Senior Judge Larson disagreed, finding nothing improper with the communications between counsel and the jurors. The dissent stated that requiring court approval would abandon long-time practice, severely limit attorneys in their "search for the truth and integrity of a jury's verdict, and make misconduct of a jury unduly difficult to be discovered and rectified." 38 Kan. App. 2d at 589 (Larson, J., dissenting in part).

The Court of Appeals majority further determined that the district judge violated Supreme Court Rule 181 (2008 Kan. Ct. R. Annot. 247), which prohibits jurors from being called for hearings on posttrial motions without a court order "after motion and hearing" to determine whether any jurors should be recalled. The majority held that Rule 181, if not expressly violated, was violated "in spirit." 38 Kan. App. 2d at 582. Senior Judge Larson, dissenting on this point, noted that the district judge stated he was addressing the matter sua sponte but defense counsel apparently viewed this as an invitation for a motion and promptly accommodated the judge with an oral motion. 38 Kan. App. 2d at 590 (Larson, J., dissenting in part).

On a related issue, the Court of Appeals majority concluded that although the district judge's personal questioning of jurors without the direct participation of counsel was not an abuse of discretion, the questions asked "may" have improperly invaded or probed the mental processes of the jurors. 38 Kan. App. 2d at 582. Again, Senior Judge Larson disagreed and would have found that the questions asked by the district judge related to the issues discussed and became specifically directed to whether the jurors had a prior agreement to be bound by the average which was taken by the jury and became its verdict on the liability issue. The questions, according to the dissent, did not violate the limitations of K.S.A. 60-441 because they generally related to the action taken by the jury, not the jury's mental processes. 38 Kan. App. 2d at 590-94 (Larson, J., dissenting in part).

Quotient Verdict

The Court of Appeals next considered whether the jurors' testimony evidenced a quotient verdict. The majority concluded that "the collective testimony of the jurors did not support jury misconduct" and did not support a quotient verdict. 38 Kan. App. 2d at 583. The Court of Appeals' majority held the circumstances were insufficient to set aside the jury's verdict and to order a new trial. Thus, the Court of Appeals reversed the order granting a new trial and remanded with directions to reinstate the jury's verdict. 38 Kan. App. 2d at 585-86.

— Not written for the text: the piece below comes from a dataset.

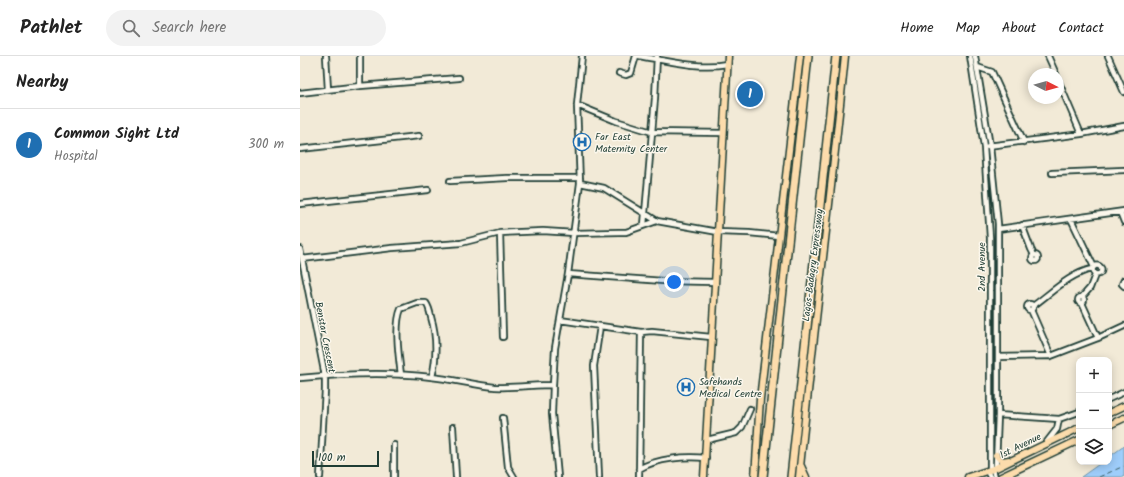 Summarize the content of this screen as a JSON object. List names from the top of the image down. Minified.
{"streets":{"highway":["Lagos-Badagry Expressway"],"main road":["1st Avenue"],"street":["2nd Avenue","Benstar Crescent"]},"crossings":[["2nd Avenue","1st Avenue"]],"places":{"hospital":["Far East Maternity Center","Safehands Medical Centre"]},"scale_bar":"100 m","north":"right","page":{"header":"Pathlet","search":"Search here","nav":["Home","Map","About","Contact"],"heading":"Nearby","pins":"1","list":[{"mark":"1","name":"Common Sight Ltd","note":"Hospital","value":"300 m"}],"map_buttons":["+","−"],"scale":"100 m"}}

Senior Judge Larson, in his dissent, would have affirmed the district judge because there was sufficient evidence to support the district judge's finding of jury misconduct. Specifically, Senior Judge Larson pointed out that at least four of the eight jurors who appeared before the court for questioning indicated there was an advance agreement to average each juror's suggested verdict and to use the resulting quotient as the jury's verdict. 38 Kan. App. 2d at 595-97 (Larson, J., dissenting in part).

Analysis

1. Jurisdiction

We will first discuss Lawton's argument that the Court of Appeals lacked jurisdiction over any issue other than the question of Diggdon's qualifications. Specifically, Lawton raises three issues relating to jurisdiction. First, Lawton asks us to agree with Senior Judge Larson's view that the Court of Appeals should not have granted Williams' request for interlocutory appeal. Second, Lawton contends the issues raised by Williams–i.e., those related to the granting of a new trial–were not timely brought before the Court of Appeals because Williams did not submit his application for interlocutory appeal within 10 days of the district judge's order as required by K.S.A. 2008 Supp. 60-2102(c). Third, even if Williams' assertions were not time-barred, Lawton presents an alternative argument that the Court of Appeals exceeded its authority by addressing issues regarding the order granting a new trial. Lawton asserts that appellate jurisdiction should have been limited to the three questions certified by the district judge.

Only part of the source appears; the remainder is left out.